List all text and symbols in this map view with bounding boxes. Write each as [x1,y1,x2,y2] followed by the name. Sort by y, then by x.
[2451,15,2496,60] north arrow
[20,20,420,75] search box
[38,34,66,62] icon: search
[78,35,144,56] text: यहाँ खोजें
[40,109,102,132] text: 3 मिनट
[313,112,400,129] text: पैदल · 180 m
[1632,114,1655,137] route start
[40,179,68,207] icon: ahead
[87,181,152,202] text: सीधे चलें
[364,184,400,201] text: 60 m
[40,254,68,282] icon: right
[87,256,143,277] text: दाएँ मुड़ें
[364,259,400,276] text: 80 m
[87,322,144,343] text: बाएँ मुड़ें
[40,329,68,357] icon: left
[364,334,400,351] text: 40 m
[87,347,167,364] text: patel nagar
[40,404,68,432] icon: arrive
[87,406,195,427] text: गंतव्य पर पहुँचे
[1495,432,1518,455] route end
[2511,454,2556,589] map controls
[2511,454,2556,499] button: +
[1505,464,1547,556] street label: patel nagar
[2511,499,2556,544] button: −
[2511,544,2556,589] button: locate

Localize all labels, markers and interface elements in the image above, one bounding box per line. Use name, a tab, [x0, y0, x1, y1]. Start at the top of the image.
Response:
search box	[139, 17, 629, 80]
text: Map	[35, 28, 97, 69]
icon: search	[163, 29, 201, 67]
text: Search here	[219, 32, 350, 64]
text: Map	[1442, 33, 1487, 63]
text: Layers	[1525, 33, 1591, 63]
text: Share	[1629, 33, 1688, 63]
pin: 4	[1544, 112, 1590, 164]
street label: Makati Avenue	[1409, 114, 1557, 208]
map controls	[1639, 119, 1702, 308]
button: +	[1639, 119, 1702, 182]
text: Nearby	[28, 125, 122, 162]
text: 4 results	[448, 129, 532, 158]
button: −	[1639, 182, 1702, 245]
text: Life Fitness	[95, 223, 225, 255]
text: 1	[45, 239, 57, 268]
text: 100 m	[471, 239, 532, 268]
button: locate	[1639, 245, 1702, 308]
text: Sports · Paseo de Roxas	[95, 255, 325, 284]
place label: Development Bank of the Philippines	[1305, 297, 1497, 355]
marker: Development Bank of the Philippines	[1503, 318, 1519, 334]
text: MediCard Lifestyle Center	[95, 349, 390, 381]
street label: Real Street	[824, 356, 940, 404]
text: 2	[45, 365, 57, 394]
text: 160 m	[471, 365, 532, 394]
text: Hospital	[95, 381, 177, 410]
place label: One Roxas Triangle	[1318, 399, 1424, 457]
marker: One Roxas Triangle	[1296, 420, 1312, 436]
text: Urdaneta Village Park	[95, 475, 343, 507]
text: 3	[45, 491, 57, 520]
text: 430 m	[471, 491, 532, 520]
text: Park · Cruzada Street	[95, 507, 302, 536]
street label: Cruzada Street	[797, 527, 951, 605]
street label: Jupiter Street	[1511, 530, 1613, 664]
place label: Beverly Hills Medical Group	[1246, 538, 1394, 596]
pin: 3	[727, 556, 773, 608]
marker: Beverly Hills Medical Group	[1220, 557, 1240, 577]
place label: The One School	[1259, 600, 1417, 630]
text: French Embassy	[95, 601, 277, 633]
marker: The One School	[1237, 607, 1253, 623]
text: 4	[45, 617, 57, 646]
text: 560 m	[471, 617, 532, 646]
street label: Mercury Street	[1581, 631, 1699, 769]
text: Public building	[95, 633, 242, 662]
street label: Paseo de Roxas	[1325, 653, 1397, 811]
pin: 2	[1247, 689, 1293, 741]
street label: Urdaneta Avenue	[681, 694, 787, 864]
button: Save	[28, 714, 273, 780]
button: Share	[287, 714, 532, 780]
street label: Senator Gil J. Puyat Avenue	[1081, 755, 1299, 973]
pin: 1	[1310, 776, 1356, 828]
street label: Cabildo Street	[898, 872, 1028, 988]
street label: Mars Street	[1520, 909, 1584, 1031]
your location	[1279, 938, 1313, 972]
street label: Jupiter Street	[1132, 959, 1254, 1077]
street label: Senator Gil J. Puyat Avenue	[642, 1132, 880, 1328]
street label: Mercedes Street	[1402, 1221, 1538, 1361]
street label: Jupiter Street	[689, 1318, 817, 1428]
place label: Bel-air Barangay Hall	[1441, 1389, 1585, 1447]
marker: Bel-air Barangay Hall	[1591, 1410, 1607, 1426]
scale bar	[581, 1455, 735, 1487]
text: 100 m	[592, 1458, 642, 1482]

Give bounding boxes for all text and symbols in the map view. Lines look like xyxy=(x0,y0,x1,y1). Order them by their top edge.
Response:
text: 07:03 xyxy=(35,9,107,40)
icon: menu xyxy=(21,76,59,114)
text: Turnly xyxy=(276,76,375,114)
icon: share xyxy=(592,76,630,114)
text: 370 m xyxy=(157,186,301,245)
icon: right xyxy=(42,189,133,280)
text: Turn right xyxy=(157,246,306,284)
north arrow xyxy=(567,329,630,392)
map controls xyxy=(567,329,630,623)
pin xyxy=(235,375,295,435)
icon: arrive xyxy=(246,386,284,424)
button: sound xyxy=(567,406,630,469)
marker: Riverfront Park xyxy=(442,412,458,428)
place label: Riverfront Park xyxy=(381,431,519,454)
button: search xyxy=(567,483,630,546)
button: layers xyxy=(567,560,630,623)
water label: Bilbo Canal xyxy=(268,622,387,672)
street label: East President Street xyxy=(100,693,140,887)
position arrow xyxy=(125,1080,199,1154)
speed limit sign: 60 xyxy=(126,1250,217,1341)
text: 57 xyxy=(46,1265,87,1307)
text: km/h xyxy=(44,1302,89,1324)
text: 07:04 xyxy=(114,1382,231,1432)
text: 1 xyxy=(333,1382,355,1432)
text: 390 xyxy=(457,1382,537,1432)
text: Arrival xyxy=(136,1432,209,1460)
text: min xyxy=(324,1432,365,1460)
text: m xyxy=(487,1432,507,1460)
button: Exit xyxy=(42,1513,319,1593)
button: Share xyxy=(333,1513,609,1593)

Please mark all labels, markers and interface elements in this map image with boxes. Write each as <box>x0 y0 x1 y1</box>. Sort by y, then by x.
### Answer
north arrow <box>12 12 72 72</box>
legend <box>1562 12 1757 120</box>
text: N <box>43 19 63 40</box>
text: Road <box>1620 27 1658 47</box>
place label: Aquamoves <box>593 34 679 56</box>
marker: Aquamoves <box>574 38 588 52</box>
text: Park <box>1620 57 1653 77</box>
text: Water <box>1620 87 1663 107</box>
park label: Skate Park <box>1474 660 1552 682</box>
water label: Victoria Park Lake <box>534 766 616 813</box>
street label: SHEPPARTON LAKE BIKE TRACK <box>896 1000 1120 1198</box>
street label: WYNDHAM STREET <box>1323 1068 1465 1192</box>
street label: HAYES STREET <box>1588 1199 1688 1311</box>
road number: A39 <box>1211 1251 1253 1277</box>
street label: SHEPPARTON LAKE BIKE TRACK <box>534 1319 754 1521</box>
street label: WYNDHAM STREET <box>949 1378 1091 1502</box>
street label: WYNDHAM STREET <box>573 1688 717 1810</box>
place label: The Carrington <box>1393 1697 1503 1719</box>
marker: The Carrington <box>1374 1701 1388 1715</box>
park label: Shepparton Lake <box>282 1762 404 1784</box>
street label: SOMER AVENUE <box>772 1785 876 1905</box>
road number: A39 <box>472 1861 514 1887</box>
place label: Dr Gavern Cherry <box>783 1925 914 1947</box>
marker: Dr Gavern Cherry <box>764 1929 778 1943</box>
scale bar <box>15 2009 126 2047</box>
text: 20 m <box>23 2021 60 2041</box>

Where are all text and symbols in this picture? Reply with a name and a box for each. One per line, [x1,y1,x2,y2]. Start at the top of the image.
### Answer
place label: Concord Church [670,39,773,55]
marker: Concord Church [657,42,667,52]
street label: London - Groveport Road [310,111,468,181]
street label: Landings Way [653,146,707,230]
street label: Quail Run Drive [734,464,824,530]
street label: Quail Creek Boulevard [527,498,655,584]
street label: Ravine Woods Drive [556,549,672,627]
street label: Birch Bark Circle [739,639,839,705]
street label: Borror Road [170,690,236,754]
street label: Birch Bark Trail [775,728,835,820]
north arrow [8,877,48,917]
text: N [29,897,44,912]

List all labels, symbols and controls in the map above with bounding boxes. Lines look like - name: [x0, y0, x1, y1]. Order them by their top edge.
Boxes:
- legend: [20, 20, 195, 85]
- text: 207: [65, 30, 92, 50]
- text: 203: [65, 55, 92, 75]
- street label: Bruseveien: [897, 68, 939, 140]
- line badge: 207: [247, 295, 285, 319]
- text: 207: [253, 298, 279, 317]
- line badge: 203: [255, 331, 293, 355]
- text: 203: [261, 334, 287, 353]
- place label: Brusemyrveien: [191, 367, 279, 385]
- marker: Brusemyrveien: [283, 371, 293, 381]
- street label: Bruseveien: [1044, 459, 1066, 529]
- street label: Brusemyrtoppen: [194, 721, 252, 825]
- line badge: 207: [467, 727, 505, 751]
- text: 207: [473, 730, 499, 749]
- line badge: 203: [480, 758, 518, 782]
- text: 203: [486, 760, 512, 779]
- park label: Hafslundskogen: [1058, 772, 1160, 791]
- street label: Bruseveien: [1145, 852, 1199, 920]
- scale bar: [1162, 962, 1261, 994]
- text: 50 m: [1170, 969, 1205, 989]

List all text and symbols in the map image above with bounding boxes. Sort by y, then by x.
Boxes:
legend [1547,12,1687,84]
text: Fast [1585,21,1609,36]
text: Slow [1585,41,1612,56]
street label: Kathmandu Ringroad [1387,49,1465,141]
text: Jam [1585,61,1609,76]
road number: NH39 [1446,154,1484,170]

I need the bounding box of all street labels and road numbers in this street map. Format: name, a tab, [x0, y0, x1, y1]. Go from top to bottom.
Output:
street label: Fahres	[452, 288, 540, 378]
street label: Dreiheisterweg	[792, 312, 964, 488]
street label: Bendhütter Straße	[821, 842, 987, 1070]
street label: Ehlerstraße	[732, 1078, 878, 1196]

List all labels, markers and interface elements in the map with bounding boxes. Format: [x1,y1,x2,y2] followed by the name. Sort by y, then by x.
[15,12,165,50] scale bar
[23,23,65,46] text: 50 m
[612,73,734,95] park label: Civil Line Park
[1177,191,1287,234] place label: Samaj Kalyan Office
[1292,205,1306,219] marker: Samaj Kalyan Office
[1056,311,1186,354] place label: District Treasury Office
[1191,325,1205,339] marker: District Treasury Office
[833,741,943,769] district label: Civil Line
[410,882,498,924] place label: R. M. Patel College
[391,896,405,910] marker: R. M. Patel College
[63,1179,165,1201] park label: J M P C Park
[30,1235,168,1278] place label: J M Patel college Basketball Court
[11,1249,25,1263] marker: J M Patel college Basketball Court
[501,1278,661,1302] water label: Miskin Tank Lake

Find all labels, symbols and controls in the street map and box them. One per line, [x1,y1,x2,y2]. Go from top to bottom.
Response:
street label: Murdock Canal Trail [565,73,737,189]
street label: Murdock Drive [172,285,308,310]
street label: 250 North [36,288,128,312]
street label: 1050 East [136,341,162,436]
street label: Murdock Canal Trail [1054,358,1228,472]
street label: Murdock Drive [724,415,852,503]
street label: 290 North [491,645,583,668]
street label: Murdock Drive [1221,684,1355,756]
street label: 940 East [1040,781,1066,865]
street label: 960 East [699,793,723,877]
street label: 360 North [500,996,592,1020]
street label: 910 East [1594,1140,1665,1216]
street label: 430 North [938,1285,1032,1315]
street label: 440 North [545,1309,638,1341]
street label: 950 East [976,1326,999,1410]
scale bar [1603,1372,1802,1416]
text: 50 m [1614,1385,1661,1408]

#### REQUIREMENT
Where a line above contains the word "from", copy that line.

#### RESULT
I need the bounding box of all street labels and road numbers in this street map. Format: name, a tab, [x0, y0, x1, y1]. Go from top to bottom.
Find all labels, symbols and controls in the street map and box them. One per line, [x1,y1,x2,y2]. Go from top to bottom.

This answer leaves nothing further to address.